Saved entries:
+===+

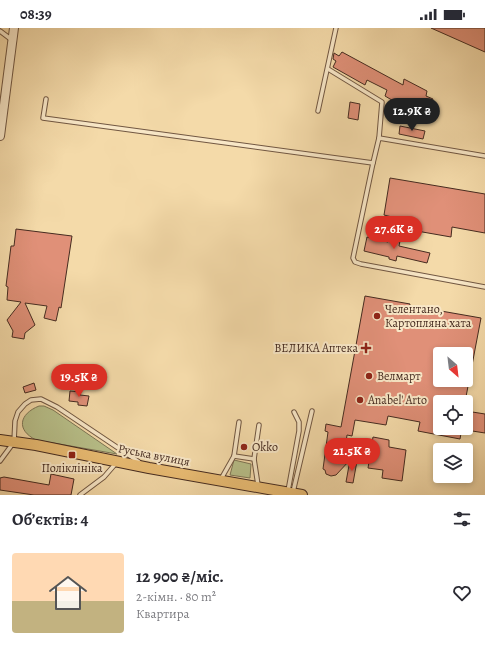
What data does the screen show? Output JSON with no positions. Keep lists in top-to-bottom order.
{
  "streets": {
    "main road": ["Руська вулиця"]
  },
  "places": {
    "other": [
      "Челентано, Картопляна хата",
      "Велмарт",
      "Anabel' Arto",
      "Okko"
    ],
    "health": ["ВЕЛИКА Аптека"],
    "transit": ["Поліклініка"]
  },
  "north": "bottom right",
  "page": {
    "status": "08:39",
    "price": [
      "12.9K ₴",
      "27.6K ₴",
      "19.5K ₴",
      "21.5K ₴"
    ],
    "heading": "Об’єктів: 4",
    "list": [
      {
        "name": "12 900 ₴/міс.",
        "note": "2-кімн. · 80 m² · Квартира"
      }
    ]
  }
}
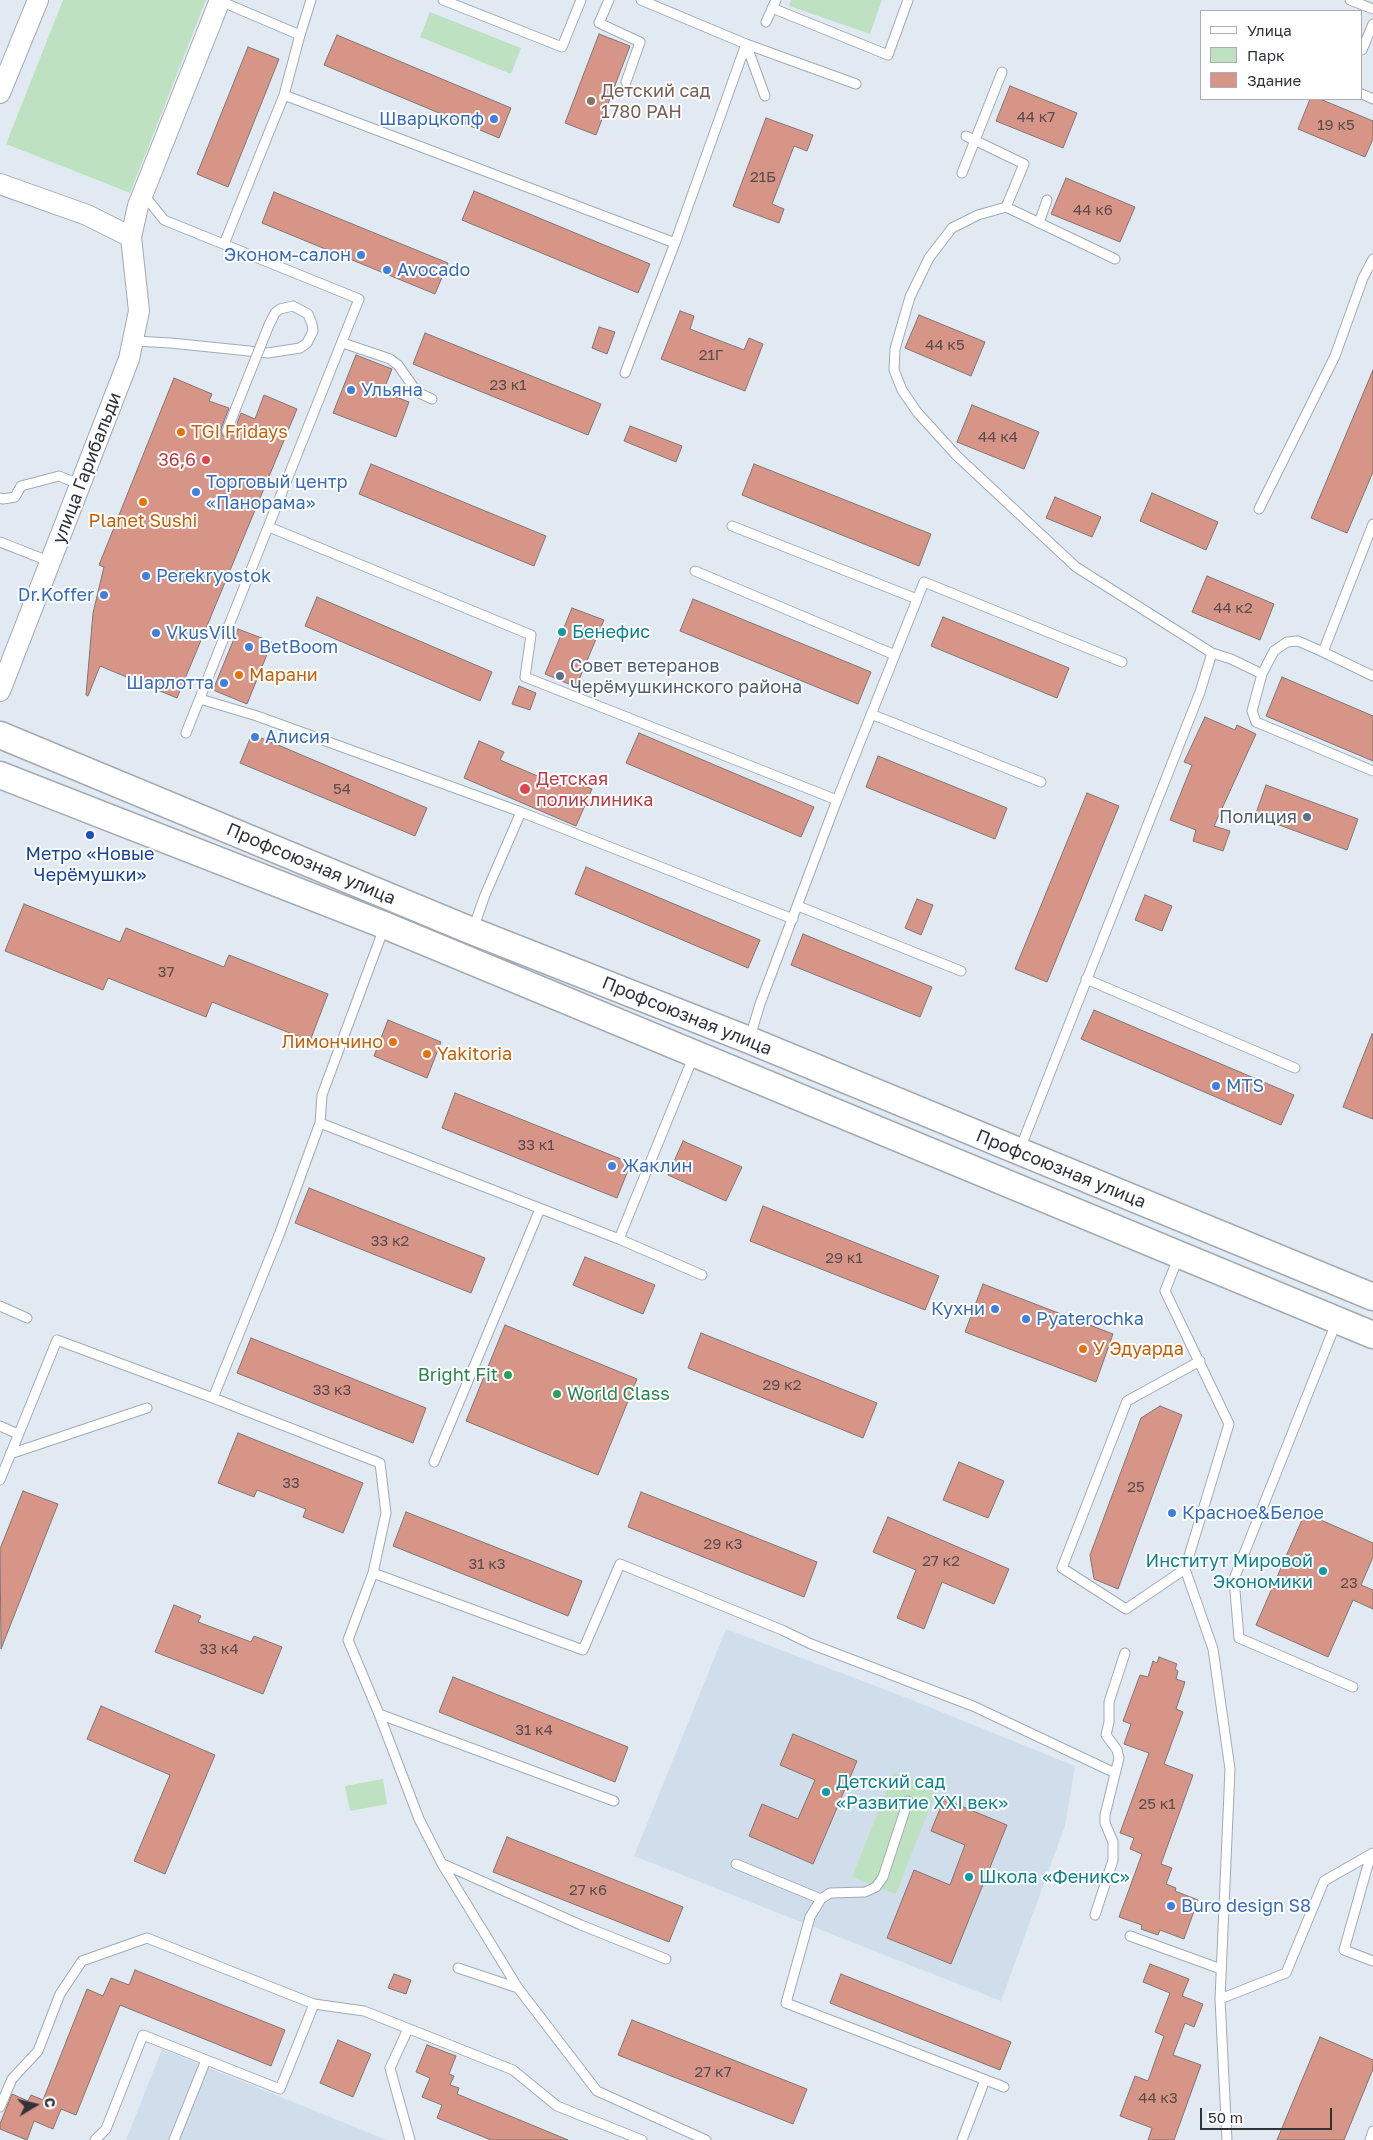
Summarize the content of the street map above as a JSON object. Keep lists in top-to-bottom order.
{
  "streets": {
    "main road": ["Профсоюзная улица"],
    "street": ["улица Гарибальди"]
  },
  "places": [
    "Детский сад 1780 РАН",
    "Шварцкопф",
    "Эконом-салон",
    "Avocado",
    "Ульяна",
    "TGI Fridays",
    "36,6",
    "Торговый центр «Панорама»",
    "Planet Sushi",
    "Perekryostok",
    "Dr.Koffer",
    "Бенефис",
    "VkusVill",
    "BetBoom",
    "Марани",
    "Совет ветеранов Черёмушкинского района",
    "Шарлотта",
    "Алисия",
    "Детская поликлиника",
    "Полиция",
    "Метро «Новые Черёмушки»",
    "Лимончино",
    "Yakitoria",
    "MTS",
    "Жаклин",
    "Кухни",
    "Pyaterochka",
    "У Эдуарда",
    "Bright Fit",
    "World Class",
    "Красное&Белое",
    "Институт Мировой Экономики",
    "Детский сад «Развитие XXI век»",
    "Школа «Феникс»",
    "Buro design S8"
  ],
  "house_numbers": [
    "44 к7",
    "19 к5",
    "21Б",
    "44 к6",
    "44 к5",
    "21Г",
    "23 к1",
    "44 к4",
    "44 к2",
    "54",
    "37",
    "33 к1",
    "33 к2",
    "29 к1",
    "29 к2",
    "33 к3",
    "33",
    "25",
    "29 к3",
    "27 к2",
    "31 к3",
    "23",
    "33 к4",
    "31 к4",
    "25 к1",
    "27 к6",
    "27 к7",
    "44 к3"
  ],
  "legend": ["Улица", "Парк", "Здание"],
  "scale_bar": "50 m",
  "north": "right"
}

+===+

What is needed is an exact copy of the lines from the one containing "Summarize the content" through the final line of the data, both included, and nothing more.

→ Written response:
Summarize the content of the street map above as a JSON object. Keep lists in top-to-bottom order.
{
  "streets": {
    "main road": ["Профсоюзная улица"],
    "street": ["улица Гарибальди"]
  },
  "places": [
    "Детский сад 1780 РАН",
    "Шварцкопф",
    "Эконом-салон",
    "Avocado",
    "Ульяна",
    "TGI Fridays",
    "36,6",
    "Торговый центр «Панорама»",
    "Planet Sushi",
    "Perekryostok",
    "Dr.Koffer",
    "Бенефис",
    "VkusVill",
    "BetBoom",
    "Марани",
    "Совет ветеранов Черёмушкинского района",
    "Шарлотта",
    "Алисия",
    "Детская поликлиника",
    "Полиция",
    "Метро «Новые Черёмушки»",
    "Лимончино",
    "Yakitoria",
    "MTS",
    "Жаклин",
    "Кухни",
    "Pyaterochka",
    "У Эдуарда",
    "Bright Fit",
    "World Class",
    "Красное&Белое",
    "Институт Мировой Экономики",
    "Детский сад «Развитие XXI век»",
    "Школа «Феникс»",
    "Buro design S8"
  ],
  "house_numbers": [
    "44 к7",
    "19 к5",
    "21Б",
    "44 к6",
    "44 к5",
    "21Г",
    "23 к1",
    "44 к4",
    "44 к2",
    "54",
    "37",
    "33 к1",
    "33 к2",
    "29 к1",
    "29 к2",
    "33 к3",
    "33",
    "25",
    "29 к3",
    "27 к2",
    "31 к3",
    "23",
    "33 к4",
    "31 к4",
    "25 к1",
    "27 к6",
    "27 к7",
    "44 к3"
  ],
  "legend": ["Улица", "Парк", "Здание"],
  "scale_bar": "50 m",
  "north": "right"
}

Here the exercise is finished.